::: THE DATA :::

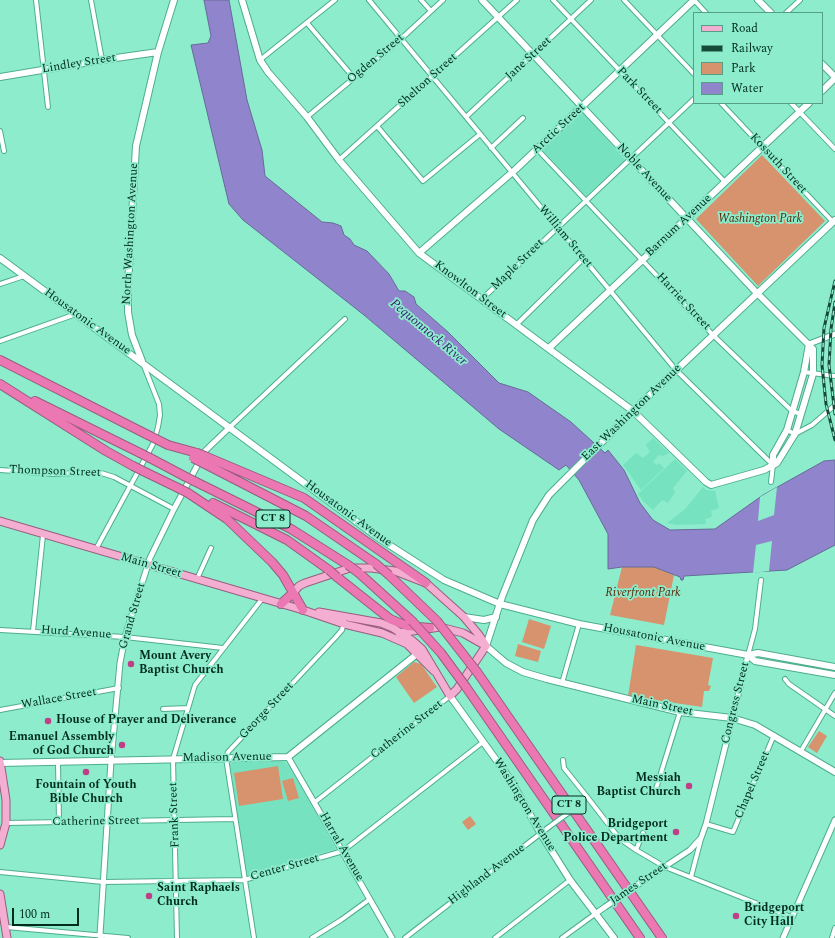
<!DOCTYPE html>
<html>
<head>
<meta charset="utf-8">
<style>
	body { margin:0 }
	#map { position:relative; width:835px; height:938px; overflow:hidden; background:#8deccc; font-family:Spectral,serif }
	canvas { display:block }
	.legend { position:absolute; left:693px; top:12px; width:130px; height:92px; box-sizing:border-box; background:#8deccc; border:1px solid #559f87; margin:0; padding:5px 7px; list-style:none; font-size:12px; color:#002c20 }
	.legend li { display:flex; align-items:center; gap:8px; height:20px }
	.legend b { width:20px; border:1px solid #559f87 }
	.scale { position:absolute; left:12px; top:908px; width:67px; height:18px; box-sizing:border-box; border:2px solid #002c20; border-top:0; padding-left:5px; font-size:12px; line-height:14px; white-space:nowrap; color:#002c20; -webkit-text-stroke:3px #8deccc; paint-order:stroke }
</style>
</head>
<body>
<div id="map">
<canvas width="835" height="938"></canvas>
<ul class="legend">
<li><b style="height:5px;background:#f3aed1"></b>Road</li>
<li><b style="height:5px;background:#15493a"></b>Railway</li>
<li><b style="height:11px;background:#d6936d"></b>Park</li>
<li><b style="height:11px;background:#9085cc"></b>Water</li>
</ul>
<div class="scale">100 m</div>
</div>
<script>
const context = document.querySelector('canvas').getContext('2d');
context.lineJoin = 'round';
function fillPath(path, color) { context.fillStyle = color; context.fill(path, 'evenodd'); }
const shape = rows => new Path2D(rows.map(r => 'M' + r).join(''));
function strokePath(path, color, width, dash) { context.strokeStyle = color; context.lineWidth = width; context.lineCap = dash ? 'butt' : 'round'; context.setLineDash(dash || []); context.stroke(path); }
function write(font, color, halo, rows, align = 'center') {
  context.font = font + ' Spectral,serif'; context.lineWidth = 3.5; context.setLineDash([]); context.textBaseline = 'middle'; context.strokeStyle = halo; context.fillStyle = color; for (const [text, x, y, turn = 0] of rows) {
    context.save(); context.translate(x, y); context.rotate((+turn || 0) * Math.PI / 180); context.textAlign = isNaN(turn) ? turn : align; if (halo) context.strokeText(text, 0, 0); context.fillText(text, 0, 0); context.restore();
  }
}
fillPath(shape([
	[582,112,625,160,586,196,542,149],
	[653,438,669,453,663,456,659,455,653,462,657,465,659,463,664,468,641,490,623,465,636,453,643,458,650,452,646,445],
	[675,459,687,471,673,488,675,492,668,503,662,500,653,510,644,502,638,494],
	[703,487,706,490,715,491,719,508,711,511,712,517,705,519,706,524,676,525,667,523,685,509],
	[280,760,286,763,291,769,336,849,249,875,246,872,230,764,234,761]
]), '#77e2bf');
fillPath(shape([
	[762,155,825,221,758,286,696,219],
	[622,567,654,567,674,575,664,625,610,615],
	[529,619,551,626,544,649,522,642],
	[518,644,541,651,538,662,515,656],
	[636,645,713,658,708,685,711,686,709,691,704,691,702,707,628,696],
	[414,662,421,664,437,687,414,703,396,677],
	[819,731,827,736,817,753,808,747],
	[278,766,283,799,239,806,234,773],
	[293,778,299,798,288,801,282,781],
	[470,816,476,824,468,830,462,822]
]), '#d6936d');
const water = shape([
	[204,0,229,0,247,100,262,150,265,176,322,222,333,223,341,226,344,235,350,239,354,245,367,251,389,274,399,291,405,291,414,297,416,304,448,332,499,383,528,392,571,422,605,453,608,450,624,470,640,503,653,520,670,530,715,529,763,495,824,461,835,460,835,545,787,570,684,576,683,580,681,580,680,577,654,567,622,567,608,569,608,534,579,480,566,465,559,470,499,429,364,315,243,220,229,204,191,45,208,43,211,36,204,0]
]);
fillPath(water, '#9085cc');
strokePath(water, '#656a98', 1);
fillPath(shape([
	[777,487,774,515,758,521,760,497],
	[772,541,769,571,753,573,756,545]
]), '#8deccc');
const minor = shape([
	[36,0,48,107],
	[91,0,102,60],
	[369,0,676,370,773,465,771,482],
	[421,0,431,11],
	[553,0,725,182],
	[624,0,694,74],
	[694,0,706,13],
	[786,13,800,0],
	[307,23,354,78],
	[260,60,335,0],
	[721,103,833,222],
	[791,103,835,149],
	[307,117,402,38,443,0],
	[466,117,591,0],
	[377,126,423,181,479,135],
	[0,131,4,151],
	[491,148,523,118],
	[537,149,713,335,792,411,801,414],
	[339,160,517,0],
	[0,284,24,276],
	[482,299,694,99],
	[516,325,583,259],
	[0,341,76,314],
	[804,372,835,376],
	[230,427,345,319],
	[787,430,795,434,812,425,835,405],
	[0,470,54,474,98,472,114,477,174,509],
	[96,549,153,444,158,427,160,415,159,404,144,366],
	[197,579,211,548],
	[0,630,125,637,223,648],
	[33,631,43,535],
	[748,655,755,629,761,580],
	[785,679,789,684,835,716],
	[562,683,579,624],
	[163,709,187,708],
	[0,710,119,688],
	[801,751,835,693],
	[563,760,564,768,588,798,619,838,636,850,665,867,791,917],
	[58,762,59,822],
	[655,792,680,712],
	[315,802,450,696],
	[6,823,234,819],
	[706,824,733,832,774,735],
	[636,850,643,833],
	[0,872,103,882,244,880,343,851,483,742],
	[691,877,701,839],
	[6,927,128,938],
	[177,938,173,759,195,685,262,599],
	[254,938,226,758,228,752,335,638,342,630,344,622],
	[312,938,341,920,370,899],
	[405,938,549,827],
	[495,938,570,880],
	[562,938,595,914],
	[832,938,835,928]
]);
const tertiary = shape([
	[809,344,835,334],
	[288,757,392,938],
	[637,885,690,850,701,838,706,824,748,655],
	[595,914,605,907],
	[101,938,100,935,111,761,120,663,125,637,150,558,174,509,205,451,230,427],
	[783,938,835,820]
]);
const secondary = shape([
	[242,0,260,60,268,72,307,117,339,160,419,253,633,411,706,482,711,485,764,470,777,463,795,434,813,374,813,349,754,290,482,0],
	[758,0,771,13],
	[822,64,835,77],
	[0,77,102,60,158,52],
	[822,91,835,78],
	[835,220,633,411,549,495,533,520,502,597,486,646,506,663,523,672,547,679,680,712,732,718,755,725,835,772],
	[419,253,515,170,694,0],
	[0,258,380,539,444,580,500,604,579,624,748,655,758,653,835,667],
	[549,348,809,103],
	[142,361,132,335,128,312,128,285,136,146,158,52,174,0],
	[773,465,773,455,787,430,804,372,809,344],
	[464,617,484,620,496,617],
	[748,655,755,661,835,675],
	[450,696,510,779,541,834,570,880,614,938],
	[0,763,288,757,417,654]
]);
const primary = shape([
	[0,521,303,610,344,624,382,633,407,644,434,671],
	[293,593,299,586,305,583,350,568,371,568,395,571,426,583,464,617,479,635,486,646],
	[319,612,381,623,393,628,413,641,422,649,450,696,457,689,486,646],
	[399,633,440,627,463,633,486,646],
	[0,761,6,800,6,823,0,845],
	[0,894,7,938]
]);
const motorway = shape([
	[0,360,148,435],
	[0,384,106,451,133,466],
	[35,401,140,453],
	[168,445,197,453],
	[207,457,304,498,426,583],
	[150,458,184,476],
	[203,463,306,516,376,564],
	[143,471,178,488],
	[194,481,291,529,348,565],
	[188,493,227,519,272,562,283,575,303,610],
	[213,503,287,540,329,570],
	[359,573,412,621],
	[389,575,437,621],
	[337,577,390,619,407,626,430,628],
	[281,604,293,593],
	[477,672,662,938],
	[466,687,640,938]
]);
strokePath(minor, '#4dad8f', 6);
strokePath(tertiary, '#4dad8f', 7);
strokePath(secondary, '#4dad8f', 8);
strokePath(primary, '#995d7f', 9);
strokePath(motorway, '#995d7f', 10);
strokePath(minor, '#fff', 4);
strokePath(tertiary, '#fff', 5);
strokePath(secondary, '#fff', 6);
strokePath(primary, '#f3aed1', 7);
strokePath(motorway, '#eb78b2', 8);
const rail = shape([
	[835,281,824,328,822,365,826,404,835,440],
	[835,302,831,329,829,365,835,414]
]);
strokePath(rail, '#15493a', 3);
strokePath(rail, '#8deccc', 1.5, [4.5]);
const minorBridge = shape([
	[549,827,582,803]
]);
const tertiaryBridge = shape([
	[605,907,637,885]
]);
const motorwayBridge = shape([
	[148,435,168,445],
	[140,453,150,458],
	[197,453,207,457],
	[193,458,203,463],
	[133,466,143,471],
	[184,476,194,481],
	[178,488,188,493],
	[376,564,389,575],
	[348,565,359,573],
	[329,570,337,577],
	[412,621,441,653,466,687],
	[437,621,477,672]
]);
strokePath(minorBridge, '#4dad8f', 6, []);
strokePath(tertiaryBridge, '#4dad8f', 7, []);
strokePath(motorwayBridge, '#995d7f', 10, []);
strokePath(minorBridge, '#fff', 4);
strokePath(tertiaryBridge, '#fff', 5);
strokePath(motorwayBridge, '#eb78b2', 8);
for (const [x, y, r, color] of [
	[131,664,4,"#c03e86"],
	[48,721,4,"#c03e86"],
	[122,745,4,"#c03e86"],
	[86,772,4,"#c03e86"],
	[689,786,4,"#c03e86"],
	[676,832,4,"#c03e86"],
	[149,896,4,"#c03e86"],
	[736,916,4,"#c03e86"]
]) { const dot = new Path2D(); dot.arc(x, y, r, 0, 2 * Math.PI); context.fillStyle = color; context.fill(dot); strokePath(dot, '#8deccc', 1.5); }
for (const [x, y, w] of [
	[273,519,34],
	[569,805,34]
]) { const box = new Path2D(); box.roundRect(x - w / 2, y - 9, w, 18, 3); context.fillStyle = '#8deccc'; context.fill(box); strokePath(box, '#002c20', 1); }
write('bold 11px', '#002c20', null, [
	["CT 8",273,519],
	["CT 8",569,805]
]);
write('12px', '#002c20', '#8deccc', [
	["Ogden Street",376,59,-40],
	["Jane Street",529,59,-43],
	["Lindley Street",79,64,-9],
	["Shelton Street",428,81,-42],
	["Park Street",639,91,46],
	["Arctic Street",559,129,-43],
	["Kossuth Street",778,164,47],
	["Noble Avenue",644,173,47],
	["Barnum Avenue",679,226,-43],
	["North Washington Avenue",131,234,-87],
	["William Street",565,237,50],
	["Maple Street",518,265,-44],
	["Knowlton Street",470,290,37],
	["Harriet Street",683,302,47],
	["Housatonic Avenue",87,322,36],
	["East Washington Avenue",632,413,-44],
	["Thompson Street",55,472,2],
	["Housatonic Avenue",348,514,36],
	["Main Street",151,566,16],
	["Grand Street",133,616,-74],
	["Hurd Avenue",76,633,4],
	["Housatonic Avenue",654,638,11],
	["Wallace Street",59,699,-10],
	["Congress Street",736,703,-76],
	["Main Street",662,706,12],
	["George Street",267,711,-47],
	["Catherine Street",407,730,-38],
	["Madison Avenue",227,758,-1],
	["Chapel Street",753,785,-67],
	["Washington Avenue",524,805,58],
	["Frank Street",175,815,-92],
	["Catherine Street",96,822,-1],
	["Harral Avenue",341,847,60],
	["Center Street",285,868,-16],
	["Highland Avenue",487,875,-37],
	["James Street",639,884,-34]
]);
write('italic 12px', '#582909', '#8deccc', [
	["Washington Park",760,220],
	["Riverfront Park",643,594]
]);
write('bold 12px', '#002c20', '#8deccc', [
	["Mount Avery",139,657],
	["Baptist Church",139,671],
	["House of Prayer and Deliverance",56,721],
	["Emanuel Assembly",114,738,"right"],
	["of God Church",114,752,"right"],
	["Messiah",681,779,"right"],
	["Baptist Church",681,793,"right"],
	["Fountain of Youth",86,786,"center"],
	["Bible Church",86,800,"center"],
	["Bridgeport",668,825,"right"],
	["Police Department",668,839,"right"],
	["Saint Raphaels",157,889],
	["Church",157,903],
	["Bridgeport",744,909],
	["City Hall",744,923]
], 'left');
write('italic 13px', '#382074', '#8deccc', [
	["Pequonnock River",428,333,40]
]);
</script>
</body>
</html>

:::

• TASK TO CARRY OUT: Tally of lines with the word "strokeStyle": work out how many lines in the records hold it, and give that number only.

• ANSWER BOX: 2